Data =>
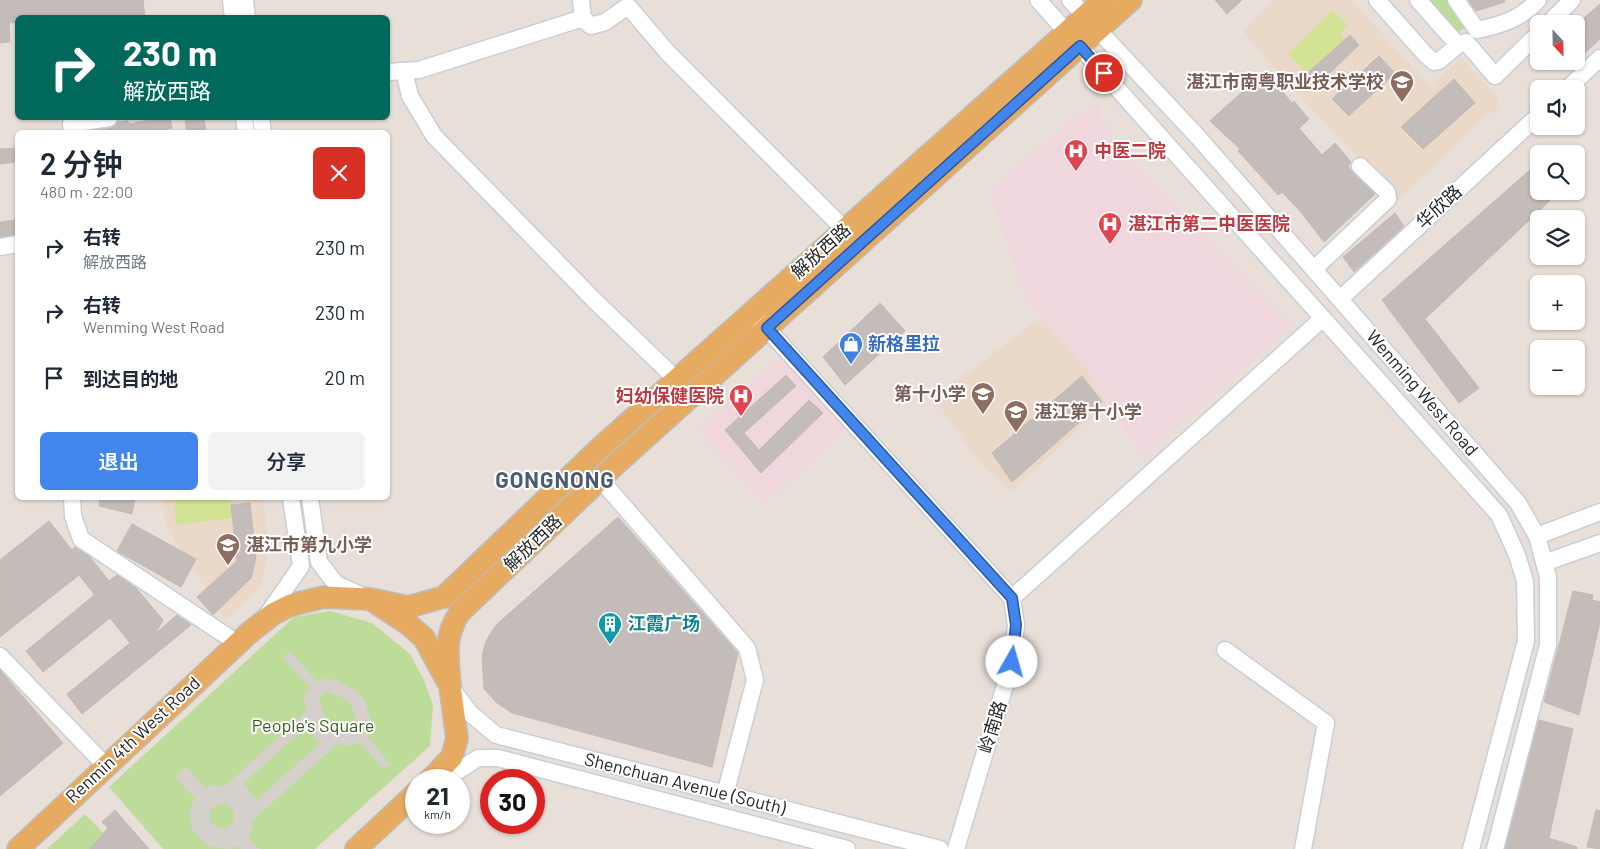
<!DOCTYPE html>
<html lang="zh">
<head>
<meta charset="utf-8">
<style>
  :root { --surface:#fff; --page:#f2f2f3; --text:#1f2937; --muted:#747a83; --accent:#4286ed }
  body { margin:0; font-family:Barlow,"Noto Sans SC",sans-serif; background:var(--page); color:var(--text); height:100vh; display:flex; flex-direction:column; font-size:19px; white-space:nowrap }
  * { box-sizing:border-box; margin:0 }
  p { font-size:16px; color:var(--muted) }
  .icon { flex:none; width:28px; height:28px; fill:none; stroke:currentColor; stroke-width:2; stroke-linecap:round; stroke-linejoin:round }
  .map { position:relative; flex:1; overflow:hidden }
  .drawer { position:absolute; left:15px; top:130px; width:375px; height:370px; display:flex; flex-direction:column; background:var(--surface); border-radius:8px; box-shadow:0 1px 4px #0004 }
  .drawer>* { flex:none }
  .banner { position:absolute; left:15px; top:15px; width:375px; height:105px; border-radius:8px; box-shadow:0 1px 4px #0004; background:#00695c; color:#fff; overflow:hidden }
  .needle { width:32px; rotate:158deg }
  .tools { position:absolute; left:1530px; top:15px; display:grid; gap:10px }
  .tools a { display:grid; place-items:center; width:55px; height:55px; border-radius:8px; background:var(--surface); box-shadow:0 1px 4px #0004; font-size:25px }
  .speed { position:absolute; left:405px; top:769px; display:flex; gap:10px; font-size:25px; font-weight:700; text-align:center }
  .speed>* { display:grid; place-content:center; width:65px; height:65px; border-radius:50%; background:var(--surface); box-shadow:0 1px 4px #0004; line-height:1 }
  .speed small { font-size:12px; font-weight:400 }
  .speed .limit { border:8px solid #d22; background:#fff; color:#111 }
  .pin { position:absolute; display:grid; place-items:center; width:42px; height:42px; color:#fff; margin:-21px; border:2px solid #fff; border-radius:50%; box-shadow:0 1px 5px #0007 }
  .me { position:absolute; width:55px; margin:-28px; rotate:7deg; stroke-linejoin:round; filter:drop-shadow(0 0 4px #0008) }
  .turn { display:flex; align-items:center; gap:18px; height:105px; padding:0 25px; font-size:22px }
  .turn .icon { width:65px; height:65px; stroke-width:2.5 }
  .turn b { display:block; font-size:35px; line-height:42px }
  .round { display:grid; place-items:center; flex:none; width:52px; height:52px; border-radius:8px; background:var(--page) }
  .summary { display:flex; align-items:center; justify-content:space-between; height:85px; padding:0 25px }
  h1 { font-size:30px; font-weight:600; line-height:38px }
  .action { display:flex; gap:10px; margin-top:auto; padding:10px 25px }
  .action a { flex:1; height:58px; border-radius:8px; background:var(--accent); color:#fff; font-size:20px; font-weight:600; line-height:58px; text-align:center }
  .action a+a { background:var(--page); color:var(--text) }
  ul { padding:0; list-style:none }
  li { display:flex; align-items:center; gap:15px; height:65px; padding:0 25px }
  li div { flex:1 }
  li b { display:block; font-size:19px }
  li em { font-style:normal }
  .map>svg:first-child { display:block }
  .education { fill:#ead8c9 }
  .medical { fill:#f0d6dd }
  .green { fill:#bedc99 }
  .pitch { fill:#d2e395 }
  .plaza { fill:#d5d0cc; fill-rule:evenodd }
  .building { fill:#c4bcb9; stroke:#c4bab3 }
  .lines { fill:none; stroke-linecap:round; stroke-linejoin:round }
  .minor-casing { stroke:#c8ced8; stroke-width:19 }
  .major-casing { stroke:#bebebe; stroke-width:24 }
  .minor { stroke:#fff; stroke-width:16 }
  .major { stroke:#e6ab61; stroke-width:21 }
  .route-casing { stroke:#2b579a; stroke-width:12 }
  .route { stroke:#4286ed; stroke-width:9 }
  .labels { text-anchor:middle; stroke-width:4; stroke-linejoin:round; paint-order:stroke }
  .education-label { font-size:18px; font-weight:bold; fill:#785e54; stroke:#fff; text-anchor:end }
  .health-label { font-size:18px; font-weight:bold; fill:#be3a42; stroke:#fff; text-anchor:start }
  .street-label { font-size:18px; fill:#272727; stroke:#fff }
  .shop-label { font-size:18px; font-weight:bold; fill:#366cbe; stroke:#fff; text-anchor:start }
  .culture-label { font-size:18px; font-weight:bold; fill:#0d838f; stroke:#fff; text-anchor:start }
  .park-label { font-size:18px; fill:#385e1e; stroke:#fff }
  .district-label { font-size:22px; font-weight:bold; letter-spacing:1px; fill:#4b5b74; stroke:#fff }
</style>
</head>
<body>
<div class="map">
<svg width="1600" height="849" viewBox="0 0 1600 849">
  <rect width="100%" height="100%" fill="#e9dfd9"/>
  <!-- education -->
  <path class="education" d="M1274 0H1351L1430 86 1461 57 1497 96 1500 109 1488 114 1399 200 1285 81 1243 31Z
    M1041 317 1086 369 1106 404 1011 491 980 463 932 396 972 370Z
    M162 498H263L269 545 261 587 226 620 166 527Z"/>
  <!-- medical -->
  <path class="medical" d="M1096 103 1114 143 1292 326 1143 456 1086 369 1027 299 989 191 1067 123Z
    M782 356 847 429 764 503 698 430Z"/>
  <!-- green -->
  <path class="green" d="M1423 0H1450L1465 28 1454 35Z
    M330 611 372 623 410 654 424 680 433 705 430 746 315 849H163L109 787 294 617Z
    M85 814 105 835 90 849H47Z"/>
  <!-- pitch -->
  <path class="pitch" d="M1333 10 1348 26 1340 33 1345 39 1307 73 1288 54Z
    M174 498H230L232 518 176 525Z"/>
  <!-- plaza -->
  <path class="plaza" d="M290 651 317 682 327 678 336 680 357 691 365 701 371 722 367 736 390 764 383 769 360 742 348 746 337 744 252 821V832L248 837 259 849H241L238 845 231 849 213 847 204 843 192 829 189 812 195 798 175 777 186 767 205 788 213 785 224 787 307 711 303 698 310 687 283 658ZM328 692 344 698 350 703 356 719 353 729 346 731 325 721 319 698 322 694ZM306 726 320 743 257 800 243 784ZM222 803 231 807 235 816 231 825 222 829 213 825 209 816 213 807Z"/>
  <!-- building -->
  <path class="building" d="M0 0H143L145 18H18V22L9 23 10 42 0 43Z
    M1215 0H1242L1227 14Z
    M1468 0H1504L1505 2 1476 11Z
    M1600 4V39L1576 61V25Z
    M1350 35 1359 45 1314 88 1303 77Z
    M1379 56 1395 73 1349 116 1332 99Z
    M1265 71 1292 103 1294 101 1309 119 1299 128 1322 155 1335 143 1351 162 1348 166 1353 173 1375 194 1324 242 1301 212 1282 192 1278 195 1238 151 1240 149 1210 121Z
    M1454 79 1475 103 1423 149 1401 127Z
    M160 118H170L172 128 152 132H88L111 128 118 122 128 121 129 124Z
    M204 118 206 132H187L185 121Z
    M18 148V162L0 164V149Z
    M1539 162V191H1560L1425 319 1479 388 1459 403 1382 300Z
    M1395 213 1404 226 1354 272 1343 257Z
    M15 220 17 234 0 237V222Z
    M880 303 905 331 845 385 823 357Z
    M786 375 796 386 744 433 759 450 809 400 823 413 761 473 725 430Z
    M1082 376 1102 402 1012 482 992 453Z
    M100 498H135L132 514 99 506Z
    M250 503 256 558 251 578 213 615 197 597 237 561 231 505Z
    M618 517 738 653 712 767 512 713 497 703 484 689 482 656 486 641 496 625Z
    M49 521 72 550 75 547 90 557 109 581 117 575 136 588 163 620 155 634 177 615 191 625 82 714 67 694 130 643 110 618 43 672 26 651 92 597 94 594 79 575 0 637V560Z
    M132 524 196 559 181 587 117 551Z
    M1573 591 1593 595 1592 600 1600 602V622L1579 715 1544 702Z
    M0 670 63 743 0 796Z
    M1539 720 1573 729 1549 838 1577 847V849H1505Z
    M115 810 149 849H90L108 828 102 822Z
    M1596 810 1600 811V849L1587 847Z"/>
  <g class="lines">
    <!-- minor casing -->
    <g class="minor-casing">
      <path id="minor" d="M231 0 233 18
        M245 0 247 18
        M1038 0 1499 515 1517 555 1525 581 1526 641 1471 849
        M1070 0 1198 137 1518 503 1537 536 1548 577V645L1495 849
        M1377 0 1425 54 1434 62 1439 61 1458 45 1418 0
        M1456 0 1477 30C1501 25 1521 19 1538 0
        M583 18 591 26 605 22 628 6 668 53 845 230
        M1548 24 1572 0
        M1458 45 1466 42 1495 76 1539 33
        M404 71 410 96 434 136 595 301 677 380
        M388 72 419 70 583 18 581 0
        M1567 89 1600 58
        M244 118 246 132
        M261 118 263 132
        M72 132 71 124 109 118
        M0 247 18 244
        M1314 269 1388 199 1387 192 1360 166
        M1340 299 1539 115
        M759 320 1012 598 1016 625 1012 662 956 849
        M600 479 747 648 755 680 725 795
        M72 498 73 516 81 539 237 643
        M310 498 319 562 336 584 363 596
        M1537 536 1600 512
        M1544 563 1600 543
        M1012 598 1323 318
        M265 618 301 566 291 498
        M1225 650 1326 723 1303 849
        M0 656 106 766
        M450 687 471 714 496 735 940 849
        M444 780 478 758H498L847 849"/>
    </g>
    <!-- major casing -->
    <g class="major-casing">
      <path id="major" d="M370 599 408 607 444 597 601 447 1103 0
        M450 686C448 657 443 638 460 612L616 464 1131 0
        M18 849 249 633 273 614 291 605 324 597 370 599 408 624 424 638 450 686 457 738 452 757 430 780
        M356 849 416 793"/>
    </g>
    <!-- minor -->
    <use href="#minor" class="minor"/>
    <!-- major -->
    <use href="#major" class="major"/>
  </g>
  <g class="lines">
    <!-- route casing -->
    <g class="route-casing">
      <path id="route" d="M1012 662 1016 625 1012 598 767 328 1080 46 1104 73"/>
    </g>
    <!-- route -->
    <use href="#route" class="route"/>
  </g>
  <!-- icons -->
  <defs>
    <g id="school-pin" transform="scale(1.25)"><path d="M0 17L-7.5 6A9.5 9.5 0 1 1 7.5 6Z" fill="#8d6e63" stroke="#fff"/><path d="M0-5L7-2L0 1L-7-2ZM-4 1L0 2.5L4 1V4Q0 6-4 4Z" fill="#fff"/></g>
    <g id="hospital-pin" transform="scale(1.25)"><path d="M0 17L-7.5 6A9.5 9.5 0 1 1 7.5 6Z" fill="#e0444e" stroke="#fff"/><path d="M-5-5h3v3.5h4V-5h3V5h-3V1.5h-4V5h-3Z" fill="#fff"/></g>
    <g id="shop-pin" transform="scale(1.25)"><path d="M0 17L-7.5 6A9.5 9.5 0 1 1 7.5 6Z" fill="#3f7fe0" stroke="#fff"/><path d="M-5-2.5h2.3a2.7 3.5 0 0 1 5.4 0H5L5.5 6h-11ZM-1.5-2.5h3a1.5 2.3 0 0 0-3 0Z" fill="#fff"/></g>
    <g id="building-pin" transform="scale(1.25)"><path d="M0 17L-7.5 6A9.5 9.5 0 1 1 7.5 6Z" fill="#0f9aa8" stroke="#fff"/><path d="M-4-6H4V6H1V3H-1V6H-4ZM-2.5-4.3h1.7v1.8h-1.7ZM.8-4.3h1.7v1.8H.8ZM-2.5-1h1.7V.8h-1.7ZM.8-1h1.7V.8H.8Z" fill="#fff"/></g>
  </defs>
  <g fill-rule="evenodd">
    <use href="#school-pin" x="1402" y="82"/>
    <use href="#hospital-pin" x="1076" y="151"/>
    <use href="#hospital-pin" x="1110" y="224"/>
    <use href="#shop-pin" x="851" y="344"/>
    <use href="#school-pin" x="983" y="394"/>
    <use href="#hospital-pin" x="741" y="396"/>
    <use href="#school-pin" x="1016" y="412"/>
    <use href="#school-pin" x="228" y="545"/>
    <use href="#building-pin" x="610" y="624"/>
  </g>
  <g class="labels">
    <!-- education labels -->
    <g class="education-label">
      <text x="1384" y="88">湛江市南粤职业技术学校</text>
      <text x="966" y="400">第十小学</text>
      <text x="1034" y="418" text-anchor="start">湛江第十小学</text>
      <text x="246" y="551" text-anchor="start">湛江市第九小学</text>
    </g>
    <!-- health labels -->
    <g class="health-label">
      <text x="1094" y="157">中医二院</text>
      <text x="1128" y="230">湛江市第二中医医院</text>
      <text x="724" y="402" text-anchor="end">妇幼保健医院</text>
    </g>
    <!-- street labels -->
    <g class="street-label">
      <text transform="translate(1439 207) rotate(-43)" y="6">华欣路</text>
      <text transform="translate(821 251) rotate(-42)" y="6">解放西路</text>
      <text transform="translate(1422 393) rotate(49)" y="6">Wenming West Road</text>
      <text transform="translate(533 543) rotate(-44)" y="6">解放西路</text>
      <text transform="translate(993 727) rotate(-73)" y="6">岭南路</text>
      <text transform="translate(133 740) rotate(-43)" y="6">Renmin 4th West Road</text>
      <text transform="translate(685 784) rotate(14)" y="6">Shenchuan Avenue (South)</text>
    </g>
    <!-- shop labels -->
    <g class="shop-label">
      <text x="868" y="350">新格里拉</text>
    </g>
    <!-- culture labels -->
    <g class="culture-label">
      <text x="628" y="630">江霞广场</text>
    </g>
    <!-- park labels -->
    <g class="park-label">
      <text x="313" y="732">People's Square</text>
    </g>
    <!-- district labels -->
    <g class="district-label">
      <text x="555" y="488">GONGNONG</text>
    </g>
  </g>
</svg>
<div class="tools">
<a><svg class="needle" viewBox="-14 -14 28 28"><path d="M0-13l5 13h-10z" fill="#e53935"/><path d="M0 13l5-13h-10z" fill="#747a83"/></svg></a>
<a><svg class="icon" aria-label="sound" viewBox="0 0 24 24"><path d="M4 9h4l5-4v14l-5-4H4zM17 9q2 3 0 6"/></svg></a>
<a><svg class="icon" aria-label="search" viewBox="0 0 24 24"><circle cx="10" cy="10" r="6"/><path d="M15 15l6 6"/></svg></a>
<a><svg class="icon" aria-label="layers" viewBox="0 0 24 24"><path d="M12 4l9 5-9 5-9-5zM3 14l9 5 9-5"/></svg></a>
<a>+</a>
<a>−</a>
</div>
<div class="speed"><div>21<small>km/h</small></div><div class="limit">30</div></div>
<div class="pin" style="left:1104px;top:73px;background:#d93025"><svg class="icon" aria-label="arrive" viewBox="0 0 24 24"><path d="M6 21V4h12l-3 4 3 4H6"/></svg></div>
<svg class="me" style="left:1012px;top:662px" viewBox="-20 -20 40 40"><circle r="19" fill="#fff"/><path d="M0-13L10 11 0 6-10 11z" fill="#4286ed"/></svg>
<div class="banner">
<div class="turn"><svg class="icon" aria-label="right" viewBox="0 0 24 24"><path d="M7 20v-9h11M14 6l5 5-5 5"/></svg><div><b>230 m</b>解放西路</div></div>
</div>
<section class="drawer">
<div class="summary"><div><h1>2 分钟</h1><p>480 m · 22:00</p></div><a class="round" style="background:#d93025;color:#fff"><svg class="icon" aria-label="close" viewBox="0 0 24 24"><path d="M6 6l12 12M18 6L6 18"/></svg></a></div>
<ul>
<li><svg class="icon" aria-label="right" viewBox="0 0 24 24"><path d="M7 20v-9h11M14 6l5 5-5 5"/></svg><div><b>右转</b><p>解放西路</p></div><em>230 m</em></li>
<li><svg class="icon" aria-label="right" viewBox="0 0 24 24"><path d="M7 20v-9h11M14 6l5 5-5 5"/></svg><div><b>右转</b><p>Wenming West Road</p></div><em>230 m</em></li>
<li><svg class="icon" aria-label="arrive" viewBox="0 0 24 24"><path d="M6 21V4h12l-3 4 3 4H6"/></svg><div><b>到达目的地</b></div><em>20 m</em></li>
</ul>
<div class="action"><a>退出</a><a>分享</a></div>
</section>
</div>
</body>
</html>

Problem requirements => Filter the records for lines containing the word "linecap" and copy each one.

Reply =>
  .icon { flex:none; width:28px; height:28px; fill:none; stroke:currentColor; stroke-width:2; stroke-linecap:round; stroke-linejoin:round }
  .lines { fill:none; stroke-linecap:round; stroke-linejoin:round }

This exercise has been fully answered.